投稿日時: 2023/03/08 17:11
最終更新日時: 2024/06/30 04:58
ジャーナリストの渡辺真由子氏が,慶応大学から博士号を取り消されたことが話題になっている.
渡辺真由子氏の博士論文には,国立国会図書館の刊行物からの引用の範疇を超えた転載が多く見られ,これが剽窃という不正行為にあたるとして,今回の博士号取り消しに至ったようだ.
この事件について詳しく語ることはしない.だが,この事件をもとに「日本の博士号の信用が失われる」とか言ってる人たち,さすがにちょっと勘弁してもらえないか?
大学に所属する人間が書く論文というのは,企業でいうと,製品やサービスみたいなものだ.論文に不正が見つかったというのは,いわば製品に欠陥が見つかったようなものである.
食品メーカーが発売した商品に成分偽装が発覚すれば,当然その企業の信用は落ちる.今回の場合,論文不正が見つかったのであるから,慶応大学の信用が下がるのは仕方がないことに思える.
しかし,**「博士号の信用が下がる」**というのはいかがなものか.
食品の成分偽装を主導したのが実は課長であったとして,**「課長という役職の信用度が下がった」**と言ってるようなものである.
そんなの,他の会社の課長からしたら**「知らねえよ」**という話だ.
しかし,博士号の場合は,平気で同じような話がまかり通ってしまうのである.他の大学の博士からすれば,たまったものではない.
そもそも,著作権や特許などの知的財産権の侵害は,世界中でしょっちゅう起きていることである.これは学術論文の世界に限ったことではない.

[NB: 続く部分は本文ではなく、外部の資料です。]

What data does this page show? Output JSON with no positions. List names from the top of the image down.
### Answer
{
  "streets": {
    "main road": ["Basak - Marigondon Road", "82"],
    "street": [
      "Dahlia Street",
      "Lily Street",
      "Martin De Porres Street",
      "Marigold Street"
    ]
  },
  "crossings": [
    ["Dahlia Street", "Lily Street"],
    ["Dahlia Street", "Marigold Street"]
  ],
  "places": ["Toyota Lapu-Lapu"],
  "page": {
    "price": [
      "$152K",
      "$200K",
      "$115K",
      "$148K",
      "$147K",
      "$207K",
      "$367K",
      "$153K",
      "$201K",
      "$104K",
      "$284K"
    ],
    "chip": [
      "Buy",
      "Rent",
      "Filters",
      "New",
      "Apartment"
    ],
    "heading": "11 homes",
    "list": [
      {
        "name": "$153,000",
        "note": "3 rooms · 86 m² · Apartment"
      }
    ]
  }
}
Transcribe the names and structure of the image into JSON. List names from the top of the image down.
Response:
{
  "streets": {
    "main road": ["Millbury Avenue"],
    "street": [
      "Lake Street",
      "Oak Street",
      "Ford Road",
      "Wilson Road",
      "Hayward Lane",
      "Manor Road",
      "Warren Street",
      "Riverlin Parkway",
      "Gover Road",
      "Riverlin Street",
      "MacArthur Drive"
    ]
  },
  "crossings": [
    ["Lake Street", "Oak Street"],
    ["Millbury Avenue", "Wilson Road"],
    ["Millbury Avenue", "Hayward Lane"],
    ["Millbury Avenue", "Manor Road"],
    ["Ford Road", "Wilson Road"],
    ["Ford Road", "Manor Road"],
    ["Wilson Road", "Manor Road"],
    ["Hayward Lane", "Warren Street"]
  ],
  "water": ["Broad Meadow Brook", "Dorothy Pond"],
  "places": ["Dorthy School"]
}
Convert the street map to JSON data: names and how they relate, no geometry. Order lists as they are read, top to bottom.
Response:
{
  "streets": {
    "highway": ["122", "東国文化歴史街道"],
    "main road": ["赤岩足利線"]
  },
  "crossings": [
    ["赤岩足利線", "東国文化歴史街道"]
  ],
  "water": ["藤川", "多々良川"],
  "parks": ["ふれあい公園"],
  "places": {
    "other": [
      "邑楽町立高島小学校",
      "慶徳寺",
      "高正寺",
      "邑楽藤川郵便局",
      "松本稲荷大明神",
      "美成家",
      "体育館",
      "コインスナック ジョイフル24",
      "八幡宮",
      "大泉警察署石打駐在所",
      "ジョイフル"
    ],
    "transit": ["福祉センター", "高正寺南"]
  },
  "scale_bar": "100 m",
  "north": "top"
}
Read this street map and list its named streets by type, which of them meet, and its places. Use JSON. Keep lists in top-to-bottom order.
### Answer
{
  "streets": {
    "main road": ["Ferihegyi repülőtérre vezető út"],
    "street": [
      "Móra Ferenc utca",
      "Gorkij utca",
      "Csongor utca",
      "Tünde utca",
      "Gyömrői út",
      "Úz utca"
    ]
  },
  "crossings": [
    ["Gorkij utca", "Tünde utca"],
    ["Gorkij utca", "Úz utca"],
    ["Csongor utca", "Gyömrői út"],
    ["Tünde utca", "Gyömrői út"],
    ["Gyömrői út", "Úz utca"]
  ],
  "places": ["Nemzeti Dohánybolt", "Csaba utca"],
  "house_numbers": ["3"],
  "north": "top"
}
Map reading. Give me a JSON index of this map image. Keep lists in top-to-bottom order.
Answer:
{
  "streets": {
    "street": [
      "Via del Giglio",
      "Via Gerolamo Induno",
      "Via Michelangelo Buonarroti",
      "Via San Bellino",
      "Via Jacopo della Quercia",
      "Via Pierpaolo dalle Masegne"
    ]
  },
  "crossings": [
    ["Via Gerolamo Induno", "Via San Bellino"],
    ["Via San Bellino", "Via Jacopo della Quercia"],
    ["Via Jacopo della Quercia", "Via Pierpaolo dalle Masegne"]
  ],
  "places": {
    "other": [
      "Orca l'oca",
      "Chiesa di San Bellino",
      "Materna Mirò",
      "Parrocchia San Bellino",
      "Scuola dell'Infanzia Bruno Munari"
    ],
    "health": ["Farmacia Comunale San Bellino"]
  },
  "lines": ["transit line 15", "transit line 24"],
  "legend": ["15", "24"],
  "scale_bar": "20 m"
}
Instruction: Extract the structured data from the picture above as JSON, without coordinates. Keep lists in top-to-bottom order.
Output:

どこの誰とも知らない奴がそうした不正を行うことなんて,第三者からすれば防ぎようもないことだ.それを防げるのは労働者や研究者を直接管理している企業や大学しかない.
せいぜい不正が出ないようにがんばればよいが,不正が出てきたらその責任はそちらでとるべきである.無関係な第三者を巻き込まないでおくれ.